# [Dataset records]
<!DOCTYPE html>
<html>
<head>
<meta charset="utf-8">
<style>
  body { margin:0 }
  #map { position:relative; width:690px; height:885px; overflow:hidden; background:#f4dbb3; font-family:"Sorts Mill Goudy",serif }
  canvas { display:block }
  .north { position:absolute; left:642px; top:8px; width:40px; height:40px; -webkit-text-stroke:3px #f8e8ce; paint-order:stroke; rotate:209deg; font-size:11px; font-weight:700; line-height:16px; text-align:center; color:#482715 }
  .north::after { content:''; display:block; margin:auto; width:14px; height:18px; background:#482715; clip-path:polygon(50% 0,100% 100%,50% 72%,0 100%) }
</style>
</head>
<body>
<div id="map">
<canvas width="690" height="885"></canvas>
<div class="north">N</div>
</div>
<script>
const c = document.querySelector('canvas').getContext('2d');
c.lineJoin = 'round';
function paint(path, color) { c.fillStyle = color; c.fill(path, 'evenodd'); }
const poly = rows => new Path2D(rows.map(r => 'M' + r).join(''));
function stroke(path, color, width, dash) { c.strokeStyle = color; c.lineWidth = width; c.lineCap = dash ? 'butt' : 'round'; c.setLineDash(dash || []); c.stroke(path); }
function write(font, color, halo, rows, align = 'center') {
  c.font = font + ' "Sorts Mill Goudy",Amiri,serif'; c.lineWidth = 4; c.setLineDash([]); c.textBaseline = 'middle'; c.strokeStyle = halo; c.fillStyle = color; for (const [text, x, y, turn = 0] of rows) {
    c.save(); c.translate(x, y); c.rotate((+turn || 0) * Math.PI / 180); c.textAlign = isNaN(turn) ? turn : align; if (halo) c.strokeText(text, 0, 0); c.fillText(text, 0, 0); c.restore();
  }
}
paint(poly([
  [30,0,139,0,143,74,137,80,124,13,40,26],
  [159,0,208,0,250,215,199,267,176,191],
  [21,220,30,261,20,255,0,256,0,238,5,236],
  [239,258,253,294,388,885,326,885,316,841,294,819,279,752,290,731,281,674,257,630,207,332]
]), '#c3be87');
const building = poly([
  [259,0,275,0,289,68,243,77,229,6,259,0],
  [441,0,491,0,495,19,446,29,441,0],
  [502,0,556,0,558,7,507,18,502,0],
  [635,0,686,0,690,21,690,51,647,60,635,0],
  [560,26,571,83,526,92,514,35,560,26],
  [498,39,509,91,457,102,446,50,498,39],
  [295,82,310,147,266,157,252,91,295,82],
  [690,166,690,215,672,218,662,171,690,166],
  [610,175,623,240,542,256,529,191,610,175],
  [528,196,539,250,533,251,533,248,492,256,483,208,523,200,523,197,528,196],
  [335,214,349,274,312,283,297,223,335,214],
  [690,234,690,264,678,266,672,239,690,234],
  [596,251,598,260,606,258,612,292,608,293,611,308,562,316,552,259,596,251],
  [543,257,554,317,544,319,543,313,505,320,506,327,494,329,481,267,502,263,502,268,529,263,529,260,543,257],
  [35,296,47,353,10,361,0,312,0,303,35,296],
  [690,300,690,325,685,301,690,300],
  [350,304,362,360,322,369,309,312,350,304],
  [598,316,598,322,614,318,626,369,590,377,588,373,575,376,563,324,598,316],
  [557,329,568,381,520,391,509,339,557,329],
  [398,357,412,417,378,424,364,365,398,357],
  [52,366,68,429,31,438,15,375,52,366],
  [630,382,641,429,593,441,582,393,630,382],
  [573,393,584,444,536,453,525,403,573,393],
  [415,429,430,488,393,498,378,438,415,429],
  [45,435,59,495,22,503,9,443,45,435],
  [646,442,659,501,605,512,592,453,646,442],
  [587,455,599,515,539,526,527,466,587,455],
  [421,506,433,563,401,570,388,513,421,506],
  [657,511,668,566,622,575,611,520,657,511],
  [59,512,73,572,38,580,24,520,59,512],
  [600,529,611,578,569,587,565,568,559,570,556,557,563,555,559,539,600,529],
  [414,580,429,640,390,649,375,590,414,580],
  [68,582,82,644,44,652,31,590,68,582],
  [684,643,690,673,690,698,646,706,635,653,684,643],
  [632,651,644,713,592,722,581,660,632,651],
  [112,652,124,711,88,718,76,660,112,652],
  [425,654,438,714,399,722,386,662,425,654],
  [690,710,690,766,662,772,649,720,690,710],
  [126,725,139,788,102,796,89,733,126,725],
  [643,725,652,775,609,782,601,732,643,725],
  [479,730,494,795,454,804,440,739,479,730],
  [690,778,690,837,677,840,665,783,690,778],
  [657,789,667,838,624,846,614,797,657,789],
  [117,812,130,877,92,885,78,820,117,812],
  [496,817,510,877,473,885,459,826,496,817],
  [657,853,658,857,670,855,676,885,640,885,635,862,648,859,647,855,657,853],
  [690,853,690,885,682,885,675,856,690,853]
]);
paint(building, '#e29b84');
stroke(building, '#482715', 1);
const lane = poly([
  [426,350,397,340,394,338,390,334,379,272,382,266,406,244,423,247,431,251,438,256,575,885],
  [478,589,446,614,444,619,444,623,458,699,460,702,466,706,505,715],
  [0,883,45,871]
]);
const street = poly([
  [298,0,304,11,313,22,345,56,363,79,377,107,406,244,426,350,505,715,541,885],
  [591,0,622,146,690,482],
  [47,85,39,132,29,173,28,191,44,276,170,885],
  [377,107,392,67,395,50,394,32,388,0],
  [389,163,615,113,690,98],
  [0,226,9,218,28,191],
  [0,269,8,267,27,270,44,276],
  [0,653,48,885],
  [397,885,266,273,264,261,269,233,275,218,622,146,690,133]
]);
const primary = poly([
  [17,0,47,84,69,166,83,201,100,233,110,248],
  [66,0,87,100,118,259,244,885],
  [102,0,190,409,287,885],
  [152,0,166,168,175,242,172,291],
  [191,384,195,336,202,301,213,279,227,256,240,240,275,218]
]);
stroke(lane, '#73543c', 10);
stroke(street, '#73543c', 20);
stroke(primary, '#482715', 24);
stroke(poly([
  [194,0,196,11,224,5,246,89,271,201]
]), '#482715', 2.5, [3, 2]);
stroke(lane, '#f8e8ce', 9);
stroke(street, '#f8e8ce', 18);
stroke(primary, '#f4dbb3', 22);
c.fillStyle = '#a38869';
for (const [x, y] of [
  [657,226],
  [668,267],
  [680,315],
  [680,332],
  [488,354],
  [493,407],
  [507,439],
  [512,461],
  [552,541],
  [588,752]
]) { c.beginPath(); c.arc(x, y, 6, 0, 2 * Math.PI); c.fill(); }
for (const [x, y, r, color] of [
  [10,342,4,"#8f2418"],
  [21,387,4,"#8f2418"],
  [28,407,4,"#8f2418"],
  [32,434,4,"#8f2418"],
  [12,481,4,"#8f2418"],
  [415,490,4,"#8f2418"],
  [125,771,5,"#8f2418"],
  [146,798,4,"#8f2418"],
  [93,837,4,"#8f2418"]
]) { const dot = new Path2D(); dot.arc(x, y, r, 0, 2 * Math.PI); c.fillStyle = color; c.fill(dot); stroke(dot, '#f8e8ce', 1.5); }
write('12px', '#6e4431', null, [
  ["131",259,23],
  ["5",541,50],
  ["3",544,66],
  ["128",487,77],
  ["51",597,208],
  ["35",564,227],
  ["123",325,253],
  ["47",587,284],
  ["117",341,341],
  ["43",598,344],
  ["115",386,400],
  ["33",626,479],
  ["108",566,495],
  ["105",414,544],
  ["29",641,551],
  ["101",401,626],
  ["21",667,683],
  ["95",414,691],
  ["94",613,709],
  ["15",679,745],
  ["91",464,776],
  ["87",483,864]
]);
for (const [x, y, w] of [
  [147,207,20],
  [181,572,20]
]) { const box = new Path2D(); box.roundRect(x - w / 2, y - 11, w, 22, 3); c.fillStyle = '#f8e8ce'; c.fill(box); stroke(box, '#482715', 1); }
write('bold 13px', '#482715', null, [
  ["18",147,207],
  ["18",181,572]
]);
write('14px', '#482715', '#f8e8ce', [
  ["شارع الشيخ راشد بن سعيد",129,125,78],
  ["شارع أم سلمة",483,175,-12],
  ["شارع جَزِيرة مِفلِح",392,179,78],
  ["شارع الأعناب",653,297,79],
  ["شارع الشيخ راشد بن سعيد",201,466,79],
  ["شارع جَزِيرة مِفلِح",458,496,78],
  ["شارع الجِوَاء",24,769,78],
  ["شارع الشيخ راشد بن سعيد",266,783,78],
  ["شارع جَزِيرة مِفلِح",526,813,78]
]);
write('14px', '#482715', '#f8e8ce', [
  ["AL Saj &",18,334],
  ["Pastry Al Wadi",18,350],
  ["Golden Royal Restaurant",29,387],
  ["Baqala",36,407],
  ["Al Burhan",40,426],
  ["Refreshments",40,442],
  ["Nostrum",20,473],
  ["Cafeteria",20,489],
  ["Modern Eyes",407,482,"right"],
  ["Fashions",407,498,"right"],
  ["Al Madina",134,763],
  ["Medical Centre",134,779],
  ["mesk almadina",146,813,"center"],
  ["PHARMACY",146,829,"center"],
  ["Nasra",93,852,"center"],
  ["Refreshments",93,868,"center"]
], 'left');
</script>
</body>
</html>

# [What you will do]
Copy whichever lines in the listing above hold "rotate".

# [Task output]
  .north { position:absolute; left:642px; top:8px; width:40px; height:40px; -webkit-text-stroke:3px #f8e8ce; paint-order:stroke; rotate:209deg; font-size:11px; font-weight:700; line-height:16px; text-align:center; color:#482715 }
    c.save(); c.translate(x, y); c.rotate((+turn || 0) * Math.PI / 180); c.textAlign = isNaN(turn) ? turn : align; if (halo) c.strokeText(text, 0, 0); c.fillText(text, 0, 0); c.restore();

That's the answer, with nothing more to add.